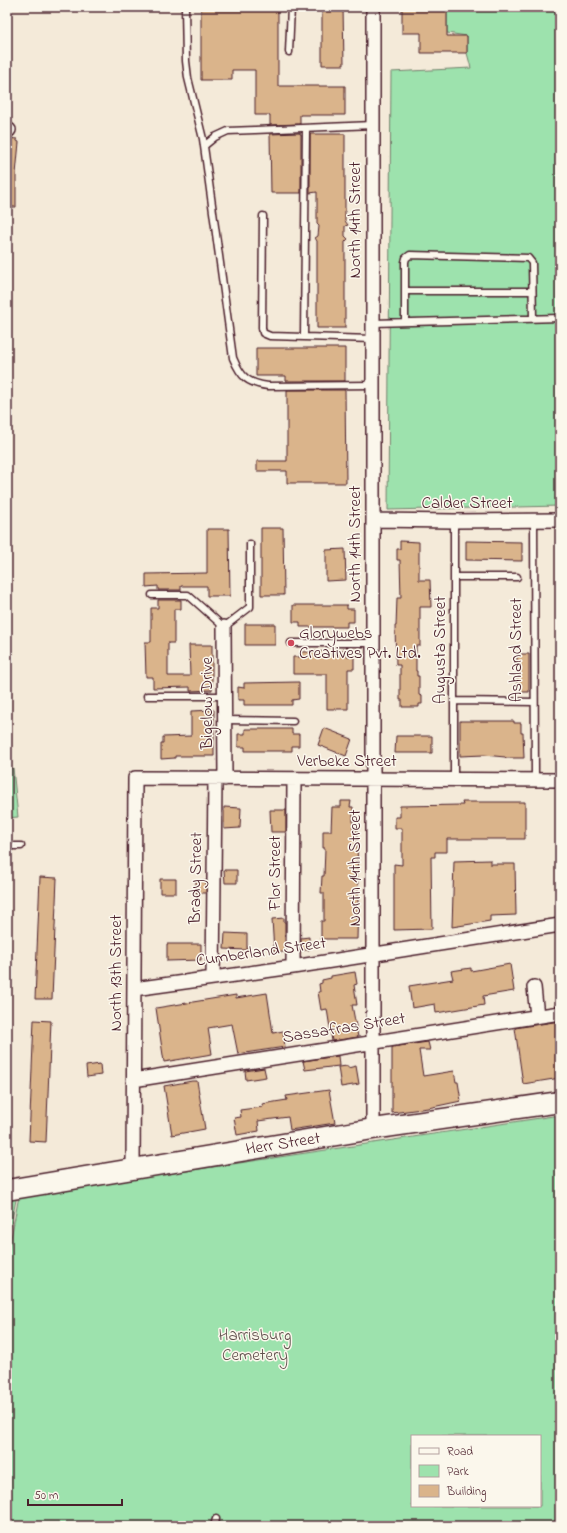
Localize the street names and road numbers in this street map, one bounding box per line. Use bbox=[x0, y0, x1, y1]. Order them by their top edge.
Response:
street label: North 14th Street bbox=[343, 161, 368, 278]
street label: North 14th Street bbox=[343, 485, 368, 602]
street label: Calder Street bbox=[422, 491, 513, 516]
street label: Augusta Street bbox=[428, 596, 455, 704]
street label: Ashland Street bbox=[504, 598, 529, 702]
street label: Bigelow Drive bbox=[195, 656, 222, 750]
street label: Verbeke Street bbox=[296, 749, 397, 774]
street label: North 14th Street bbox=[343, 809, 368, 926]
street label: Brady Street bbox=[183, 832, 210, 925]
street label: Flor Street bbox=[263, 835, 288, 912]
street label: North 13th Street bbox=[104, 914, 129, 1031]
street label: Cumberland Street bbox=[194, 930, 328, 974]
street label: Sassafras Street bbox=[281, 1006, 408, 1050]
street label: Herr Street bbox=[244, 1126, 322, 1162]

──────

→ **WHAT IS EXPECTED**: Apart from the images, every line above is to be given again exactly.

→ **PROBLEM SOLUTION**:
Localize the street names and road numbers in this street map, one bounding box per line. Use bbox=[x0, y0, x1, y1]. Order them by their top edge.
Response:
street label: North 14th Street bbox=[343, 161, 368, 278]
street label: North 14th Street bbox=[343, 485, 368, 602]
street label: Calder Street bbox=[422, 491, 513, 516]
street label: Augusta Street bbox=[428, 596, 455, 704]
street label: Ashland Street bbox=[504, 598, 529, 702]
street label: Bigelow Drive bbox=[195, 656, 222, 750]
street label: Verbeke Street bbox=[296, 749, 397, 774]
street label: North 14th Street bbox=[343, 809, 368, 926]
street label: Brady Street bbox=[183, 832, 210, 925]
street label: Flor Street bbox=[263, 835, 288, 912]
street label: North 13th Street bbox=[104, 914, 129, 1031]
street label: Cumberland Street bbox=[194, 930, 328, 974]
street label: Sassafras Street bbox=[281, 1006, 408, 1050]
street label: Herr Street bbox=[244, 1126, 322, 1162]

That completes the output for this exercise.